The essence of responsive design is that a layout is fluid. Thus we're usually working with percentages so that the various layout elements scale up and down. Pixels are fixed and thus can be in opposition of a responsive design, resulting in an awkward layout. Finding a way to work with pixels or a method superior to pixels for specifying the margin around an ad is at the core of this discussion.

In my opinion line breaks are a relative and fluid measurement of distance and that's why they work. A line break on a small device is going to be smaller if measured in pixels (or em) than a line break on a desktop.

The problem with pixels is that you're dealing with absolute vertical margins while the responsive nature of an element is horizontal. You can make the left-right axis expand and contract but when you're dealing with pixels on the vertical plane you're going to end up with awkward layouts because the responsiveness of a layout is on the horizontal axis.

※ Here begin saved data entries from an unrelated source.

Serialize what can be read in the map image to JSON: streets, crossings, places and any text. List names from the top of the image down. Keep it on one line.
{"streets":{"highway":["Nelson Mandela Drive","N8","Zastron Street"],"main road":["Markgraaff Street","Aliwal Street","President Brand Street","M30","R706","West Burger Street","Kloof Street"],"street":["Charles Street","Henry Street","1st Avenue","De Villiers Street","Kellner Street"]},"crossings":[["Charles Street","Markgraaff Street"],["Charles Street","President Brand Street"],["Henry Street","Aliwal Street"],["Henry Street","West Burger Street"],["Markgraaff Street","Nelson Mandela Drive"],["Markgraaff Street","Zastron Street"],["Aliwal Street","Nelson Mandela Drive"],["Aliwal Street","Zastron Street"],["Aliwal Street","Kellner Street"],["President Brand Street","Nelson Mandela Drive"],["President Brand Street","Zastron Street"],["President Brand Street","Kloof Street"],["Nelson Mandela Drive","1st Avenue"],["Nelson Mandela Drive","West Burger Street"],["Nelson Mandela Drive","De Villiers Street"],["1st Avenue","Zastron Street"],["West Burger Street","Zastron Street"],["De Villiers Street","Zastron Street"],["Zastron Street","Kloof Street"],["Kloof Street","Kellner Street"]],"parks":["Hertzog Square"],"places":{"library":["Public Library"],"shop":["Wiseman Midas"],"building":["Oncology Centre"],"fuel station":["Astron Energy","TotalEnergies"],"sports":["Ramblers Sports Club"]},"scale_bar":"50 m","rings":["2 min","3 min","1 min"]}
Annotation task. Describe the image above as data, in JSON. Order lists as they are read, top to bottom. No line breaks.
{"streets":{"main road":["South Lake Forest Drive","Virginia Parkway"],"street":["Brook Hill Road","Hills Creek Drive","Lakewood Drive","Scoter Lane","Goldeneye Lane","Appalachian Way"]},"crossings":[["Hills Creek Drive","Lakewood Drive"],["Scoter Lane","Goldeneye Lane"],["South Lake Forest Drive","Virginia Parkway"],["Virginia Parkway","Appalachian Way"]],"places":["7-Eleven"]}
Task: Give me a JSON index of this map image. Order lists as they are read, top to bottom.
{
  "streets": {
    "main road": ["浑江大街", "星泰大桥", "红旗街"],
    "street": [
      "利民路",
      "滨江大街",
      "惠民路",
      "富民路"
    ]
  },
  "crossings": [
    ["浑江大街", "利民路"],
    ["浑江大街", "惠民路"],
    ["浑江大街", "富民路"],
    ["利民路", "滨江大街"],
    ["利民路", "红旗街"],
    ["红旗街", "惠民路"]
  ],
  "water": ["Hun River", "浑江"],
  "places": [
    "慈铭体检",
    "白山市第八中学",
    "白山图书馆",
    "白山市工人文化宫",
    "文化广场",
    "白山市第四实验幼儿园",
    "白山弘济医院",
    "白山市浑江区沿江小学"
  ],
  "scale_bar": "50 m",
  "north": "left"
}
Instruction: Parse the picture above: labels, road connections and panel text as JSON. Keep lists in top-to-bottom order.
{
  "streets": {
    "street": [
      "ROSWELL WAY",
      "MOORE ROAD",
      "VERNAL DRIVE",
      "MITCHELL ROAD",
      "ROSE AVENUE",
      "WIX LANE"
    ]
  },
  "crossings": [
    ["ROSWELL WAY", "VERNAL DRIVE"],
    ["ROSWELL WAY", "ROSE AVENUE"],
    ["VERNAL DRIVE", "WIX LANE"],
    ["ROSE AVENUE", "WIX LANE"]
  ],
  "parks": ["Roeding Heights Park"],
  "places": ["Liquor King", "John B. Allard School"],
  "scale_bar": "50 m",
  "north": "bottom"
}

You can use percentages but the percentages on responsive designs are (I think) always on the horizontal plane.

Use relative units
A key concept behind responsive design is fluidity and proportionality as opposed to fixed width layouts. Using relative units for measurements can help simplify layouts and prevent accidental creation of components that are too big for the viewport.


https://developers.google.com/web/fundamentals/design-and-ui/responsive/ [developers.google.com]
9:43 am on Oct 26, 2016 (gmt 0)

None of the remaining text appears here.